*Exercise brief*: Set down all of the entries precisely as they were written.

(Material for the task)

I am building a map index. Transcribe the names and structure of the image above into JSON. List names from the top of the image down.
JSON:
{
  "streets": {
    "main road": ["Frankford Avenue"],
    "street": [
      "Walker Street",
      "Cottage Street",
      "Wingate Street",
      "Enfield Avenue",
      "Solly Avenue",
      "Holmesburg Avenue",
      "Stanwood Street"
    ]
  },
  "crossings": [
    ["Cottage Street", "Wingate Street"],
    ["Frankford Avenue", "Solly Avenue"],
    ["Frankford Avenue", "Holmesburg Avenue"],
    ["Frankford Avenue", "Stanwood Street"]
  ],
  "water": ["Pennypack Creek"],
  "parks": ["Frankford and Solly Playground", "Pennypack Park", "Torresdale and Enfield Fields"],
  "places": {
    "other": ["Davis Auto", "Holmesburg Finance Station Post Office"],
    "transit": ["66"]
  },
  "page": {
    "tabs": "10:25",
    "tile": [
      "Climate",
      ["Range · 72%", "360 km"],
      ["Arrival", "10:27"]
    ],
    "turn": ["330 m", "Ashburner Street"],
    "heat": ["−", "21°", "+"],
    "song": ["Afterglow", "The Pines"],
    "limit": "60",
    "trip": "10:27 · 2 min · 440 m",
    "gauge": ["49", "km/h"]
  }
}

(End Material for the task)

*The answer*:
I am building a map index. Transcribe the names and structure of the image above into JSON. List names from the top of the image down.
JSON:
{
  "streets": {
    "main road": ["Frankford Avenue"],
    "street": [
      "Walker Street",
      "Cottage Street",
      "Wingate Street",
      "Enfield Avenue",
      "Solly Avenue",
      "Holmesburg Avenue",
      "Stanwood Street"
    ]
  },
  "crossings": [
    ["Cottage Street", "Wingate Street"],
    ["Frankford Avenue", "Solly Avenue"],
    ["Frankford Avenue", "Holmesburg Avenue"],
    ["Frankford Avenue", "Stanwood Street"]
  ],
  "water": ["Pennypack Creek"],
  "parks": ["Frankford and Solly Playground", "Pennypack Park", "Torresdale and Enfield Fields"],
  "places": {
    "other": ["Davis Auto", "Holmesburg Finance Station Post Office"],
    "transit": ["66"]
  },
  "page": {
    "tabs": "10:25",
    "tile": [
      "Climate",
      ["Range · 72%", "360 km"],
      ["Arrival", "10:27"]
    ],
    "turn": ["330 m", "Ashburner Street"],
    "heat": ["−", "21°", "+"],
    "song": ["Afterglow", "The Pines"],
    "limit": "60",
    "trip": "10:27 · 2 min · 440 m",
    "gauge": ["49", "km/h"]
  }
}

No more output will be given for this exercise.